If the conversation does not get anywhere, you still have options. Most ketamine clinics, including ours, do not require a PCP referral. You can proceed with treatment and offer your PCP a treatment summary afterward. Many physicians who were skeptical at the start come around once they see a patient improving. We have seen that pattern many times. For more on the broader cultural shift, the post on FDA and ketamine walks through the regulatory history. The piece on common ketamine myths covers the most frequent misconceptions.

How we communicate with referring physicians at Music City Ketamine

With your written consent, we send your primary care doctor or psychiatrist a summary that typically includes the protocol used, the dose range, vitals during sessions, your reported response, and any clinically relevant observations. Marla Peterson, CRNA, oversees every infusion and provides anesthesia-level monitoring throughout each session, and the records reflect that clinical detail.
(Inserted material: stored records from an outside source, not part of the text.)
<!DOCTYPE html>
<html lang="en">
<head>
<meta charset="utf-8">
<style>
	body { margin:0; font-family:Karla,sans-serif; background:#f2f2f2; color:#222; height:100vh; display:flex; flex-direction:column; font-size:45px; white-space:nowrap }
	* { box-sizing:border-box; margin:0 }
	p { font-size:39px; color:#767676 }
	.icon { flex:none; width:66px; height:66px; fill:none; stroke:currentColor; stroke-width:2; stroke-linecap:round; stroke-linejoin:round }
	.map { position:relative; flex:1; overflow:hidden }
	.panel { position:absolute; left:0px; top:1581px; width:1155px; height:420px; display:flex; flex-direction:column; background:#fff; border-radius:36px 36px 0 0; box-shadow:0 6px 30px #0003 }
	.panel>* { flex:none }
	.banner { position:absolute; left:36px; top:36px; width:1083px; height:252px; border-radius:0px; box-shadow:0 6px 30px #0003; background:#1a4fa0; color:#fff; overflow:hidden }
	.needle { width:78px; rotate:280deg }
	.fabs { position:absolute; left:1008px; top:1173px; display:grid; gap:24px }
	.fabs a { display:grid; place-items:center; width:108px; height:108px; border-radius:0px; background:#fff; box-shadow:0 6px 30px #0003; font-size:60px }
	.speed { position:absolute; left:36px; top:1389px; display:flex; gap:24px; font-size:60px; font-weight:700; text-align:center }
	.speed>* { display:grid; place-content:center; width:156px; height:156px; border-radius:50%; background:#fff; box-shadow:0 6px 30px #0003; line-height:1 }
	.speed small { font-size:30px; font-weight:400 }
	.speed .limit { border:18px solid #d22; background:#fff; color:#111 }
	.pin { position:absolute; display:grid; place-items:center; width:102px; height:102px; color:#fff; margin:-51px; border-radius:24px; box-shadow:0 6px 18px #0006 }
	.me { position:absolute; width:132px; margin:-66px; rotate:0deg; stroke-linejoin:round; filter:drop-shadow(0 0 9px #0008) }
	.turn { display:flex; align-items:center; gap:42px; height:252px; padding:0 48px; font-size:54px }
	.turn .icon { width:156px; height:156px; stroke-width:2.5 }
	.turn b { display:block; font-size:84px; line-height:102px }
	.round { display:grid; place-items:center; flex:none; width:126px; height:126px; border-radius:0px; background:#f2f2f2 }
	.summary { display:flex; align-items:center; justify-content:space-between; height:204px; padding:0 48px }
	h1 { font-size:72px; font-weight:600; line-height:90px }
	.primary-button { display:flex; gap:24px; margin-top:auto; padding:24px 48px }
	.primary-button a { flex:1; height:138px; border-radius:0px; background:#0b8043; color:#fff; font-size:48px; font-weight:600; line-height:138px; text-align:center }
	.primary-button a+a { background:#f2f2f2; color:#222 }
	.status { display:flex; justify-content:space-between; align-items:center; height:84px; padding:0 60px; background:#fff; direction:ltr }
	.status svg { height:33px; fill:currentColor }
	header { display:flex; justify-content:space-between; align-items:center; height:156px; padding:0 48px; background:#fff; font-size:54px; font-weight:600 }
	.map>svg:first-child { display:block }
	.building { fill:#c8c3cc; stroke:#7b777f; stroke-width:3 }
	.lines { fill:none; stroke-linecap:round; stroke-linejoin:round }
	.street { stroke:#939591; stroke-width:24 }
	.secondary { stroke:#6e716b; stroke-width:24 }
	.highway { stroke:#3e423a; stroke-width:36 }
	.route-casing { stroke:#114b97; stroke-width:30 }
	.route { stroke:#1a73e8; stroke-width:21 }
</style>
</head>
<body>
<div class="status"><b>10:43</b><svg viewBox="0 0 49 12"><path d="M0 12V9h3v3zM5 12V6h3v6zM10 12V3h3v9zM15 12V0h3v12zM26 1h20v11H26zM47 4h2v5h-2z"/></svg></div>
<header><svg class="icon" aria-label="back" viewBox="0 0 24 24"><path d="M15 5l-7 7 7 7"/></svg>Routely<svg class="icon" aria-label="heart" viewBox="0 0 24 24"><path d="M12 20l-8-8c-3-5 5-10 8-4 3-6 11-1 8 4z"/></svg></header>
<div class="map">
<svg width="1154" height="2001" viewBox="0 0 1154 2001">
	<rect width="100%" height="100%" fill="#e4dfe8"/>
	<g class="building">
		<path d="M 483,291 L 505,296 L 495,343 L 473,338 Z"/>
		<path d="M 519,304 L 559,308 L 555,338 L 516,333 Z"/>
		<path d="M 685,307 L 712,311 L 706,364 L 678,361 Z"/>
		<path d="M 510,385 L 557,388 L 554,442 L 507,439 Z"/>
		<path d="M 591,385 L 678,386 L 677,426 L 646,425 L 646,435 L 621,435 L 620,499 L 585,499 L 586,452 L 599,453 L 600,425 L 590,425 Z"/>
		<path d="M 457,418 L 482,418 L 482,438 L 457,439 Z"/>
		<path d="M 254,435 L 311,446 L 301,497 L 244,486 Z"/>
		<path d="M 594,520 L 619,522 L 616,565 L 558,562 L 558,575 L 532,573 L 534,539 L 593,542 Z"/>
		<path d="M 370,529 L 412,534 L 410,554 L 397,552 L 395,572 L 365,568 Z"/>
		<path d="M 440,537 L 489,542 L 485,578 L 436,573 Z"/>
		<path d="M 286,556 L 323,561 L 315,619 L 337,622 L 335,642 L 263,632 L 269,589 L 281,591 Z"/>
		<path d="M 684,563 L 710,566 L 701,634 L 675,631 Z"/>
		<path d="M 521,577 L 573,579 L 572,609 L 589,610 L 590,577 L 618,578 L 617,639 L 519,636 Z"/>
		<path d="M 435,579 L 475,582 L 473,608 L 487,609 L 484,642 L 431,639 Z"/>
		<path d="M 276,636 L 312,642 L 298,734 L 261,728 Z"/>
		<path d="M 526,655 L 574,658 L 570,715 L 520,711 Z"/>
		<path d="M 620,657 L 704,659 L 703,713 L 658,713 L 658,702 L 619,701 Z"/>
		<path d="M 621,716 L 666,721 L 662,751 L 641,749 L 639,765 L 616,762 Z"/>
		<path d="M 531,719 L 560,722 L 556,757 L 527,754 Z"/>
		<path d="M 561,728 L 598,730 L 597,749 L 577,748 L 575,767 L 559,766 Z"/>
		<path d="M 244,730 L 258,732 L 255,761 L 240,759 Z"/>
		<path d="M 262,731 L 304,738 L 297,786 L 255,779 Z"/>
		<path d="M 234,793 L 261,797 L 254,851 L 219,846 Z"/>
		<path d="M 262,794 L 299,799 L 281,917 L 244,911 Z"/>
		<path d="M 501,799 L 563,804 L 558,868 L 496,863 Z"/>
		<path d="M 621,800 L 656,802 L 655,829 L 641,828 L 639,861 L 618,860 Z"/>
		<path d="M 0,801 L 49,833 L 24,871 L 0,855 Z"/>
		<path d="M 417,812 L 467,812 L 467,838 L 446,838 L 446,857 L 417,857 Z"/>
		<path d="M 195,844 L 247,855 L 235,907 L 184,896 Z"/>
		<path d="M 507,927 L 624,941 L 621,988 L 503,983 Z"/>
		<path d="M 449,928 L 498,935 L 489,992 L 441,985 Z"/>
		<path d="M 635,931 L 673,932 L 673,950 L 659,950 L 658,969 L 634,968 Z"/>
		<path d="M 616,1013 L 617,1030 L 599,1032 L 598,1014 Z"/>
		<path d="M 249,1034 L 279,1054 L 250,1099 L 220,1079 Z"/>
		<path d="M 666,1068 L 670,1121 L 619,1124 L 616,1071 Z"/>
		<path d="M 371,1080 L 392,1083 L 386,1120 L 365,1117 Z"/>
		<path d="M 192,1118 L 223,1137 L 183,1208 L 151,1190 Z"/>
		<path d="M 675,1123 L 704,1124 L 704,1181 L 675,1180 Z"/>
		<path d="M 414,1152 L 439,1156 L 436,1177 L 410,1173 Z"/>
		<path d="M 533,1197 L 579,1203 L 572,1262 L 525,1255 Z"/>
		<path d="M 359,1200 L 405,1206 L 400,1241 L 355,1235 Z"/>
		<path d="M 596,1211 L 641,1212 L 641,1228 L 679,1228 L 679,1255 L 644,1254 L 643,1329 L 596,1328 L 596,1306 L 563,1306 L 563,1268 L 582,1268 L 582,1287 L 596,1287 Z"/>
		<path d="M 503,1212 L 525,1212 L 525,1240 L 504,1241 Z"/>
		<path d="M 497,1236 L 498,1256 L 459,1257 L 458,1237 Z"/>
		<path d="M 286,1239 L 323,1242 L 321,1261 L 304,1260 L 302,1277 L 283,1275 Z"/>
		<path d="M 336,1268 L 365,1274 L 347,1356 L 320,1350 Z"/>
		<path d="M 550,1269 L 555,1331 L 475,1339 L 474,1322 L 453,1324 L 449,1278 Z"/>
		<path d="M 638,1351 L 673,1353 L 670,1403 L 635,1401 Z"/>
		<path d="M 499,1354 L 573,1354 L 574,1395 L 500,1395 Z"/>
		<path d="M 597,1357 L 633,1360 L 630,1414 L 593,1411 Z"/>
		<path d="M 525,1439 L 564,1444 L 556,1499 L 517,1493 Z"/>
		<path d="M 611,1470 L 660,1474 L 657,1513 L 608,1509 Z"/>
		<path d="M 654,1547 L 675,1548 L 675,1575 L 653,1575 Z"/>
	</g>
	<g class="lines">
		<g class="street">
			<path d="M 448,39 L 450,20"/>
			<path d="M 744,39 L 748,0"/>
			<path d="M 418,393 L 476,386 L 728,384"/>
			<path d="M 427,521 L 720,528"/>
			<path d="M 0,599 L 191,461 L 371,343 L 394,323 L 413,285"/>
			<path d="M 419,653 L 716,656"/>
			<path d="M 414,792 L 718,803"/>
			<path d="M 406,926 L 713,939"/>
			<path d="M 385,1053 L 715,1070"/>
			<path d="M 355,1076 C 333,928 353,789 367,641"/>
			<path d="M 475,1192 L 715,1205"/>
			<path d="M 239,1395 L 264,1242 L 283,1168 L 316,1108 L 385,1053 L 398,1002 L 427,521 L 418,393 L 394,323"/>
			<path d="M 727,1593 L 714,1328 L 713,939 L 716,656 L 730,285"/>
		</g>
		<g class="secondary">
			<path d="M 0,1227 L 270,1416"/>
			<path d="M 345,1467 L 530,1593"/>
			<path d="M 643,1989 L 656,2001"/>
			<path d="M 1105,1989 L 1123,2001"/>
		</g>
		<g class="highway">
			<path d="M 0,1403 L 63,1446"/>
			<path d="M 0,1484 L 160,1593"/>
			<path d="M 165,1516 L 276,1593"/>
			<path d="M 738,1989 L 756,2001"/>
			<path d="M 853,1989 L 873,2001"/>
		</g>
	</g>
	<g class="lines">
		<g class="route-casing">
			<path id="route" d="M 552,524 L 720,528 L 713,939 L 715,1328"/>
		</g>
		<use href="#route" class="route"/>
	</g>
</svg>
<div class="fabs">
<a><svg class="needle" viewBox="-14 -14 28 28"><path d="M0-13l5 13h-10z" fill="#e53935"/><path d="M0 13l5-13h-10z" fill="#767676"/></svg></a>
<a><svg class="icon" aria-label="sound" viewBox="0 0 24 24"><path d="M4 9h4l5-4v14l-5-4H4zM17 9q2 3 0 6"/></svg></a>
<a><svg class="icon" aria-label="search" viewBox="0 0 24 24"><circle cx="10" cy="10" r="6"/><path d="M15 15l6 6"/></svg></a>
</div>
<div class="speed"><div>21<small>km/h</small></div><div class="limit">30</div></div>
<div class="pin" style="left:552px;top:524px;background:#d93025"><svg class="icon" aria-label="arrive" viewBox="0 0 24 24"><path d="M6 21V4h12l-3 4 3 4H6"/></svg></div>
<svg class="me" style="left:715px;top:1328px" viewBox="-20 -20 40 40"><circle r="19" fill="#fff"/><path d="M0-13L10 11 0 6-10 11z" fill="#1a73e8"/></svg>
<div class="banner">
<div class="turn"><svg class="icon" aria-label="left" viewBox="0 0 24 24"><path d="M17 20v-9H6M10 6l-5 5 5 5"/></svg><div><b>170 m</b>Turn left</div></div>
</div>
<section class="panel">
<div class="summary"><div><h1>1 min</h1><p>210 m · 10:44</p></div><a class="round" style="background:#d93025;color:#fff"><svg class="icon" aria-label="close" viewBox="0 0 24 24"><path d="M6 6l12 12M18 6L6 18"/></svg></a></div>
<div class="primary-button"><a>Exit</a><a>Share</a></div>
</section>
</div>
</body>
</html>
If your PCP has questions, they are welcome to call us directly. Some patients prefer to be the conduit; some prefer that we coordinate physician to physician. Either works. Cost is also part of the practical picture: insurance generally does not cover IV ketamine for psychiatric or pain indications because it is off-label, and our sessions are $475 each. We are transparent about that from the start so you and your PCP can have an honest conversation about whether the time and money make sense for your situation. If you have questions we have not answered here, our FAQ page covers the most common ones, and the comparison piece on ketamine versus Spravato is a useful reference if your PCP asks why you are considering IV ketamine over the FDA-approved nasal spray.

The short version: bring data, bring specifics, ask real medical questions, and treat your PCP as a partner. Most of the time, that is exactly what they want to be.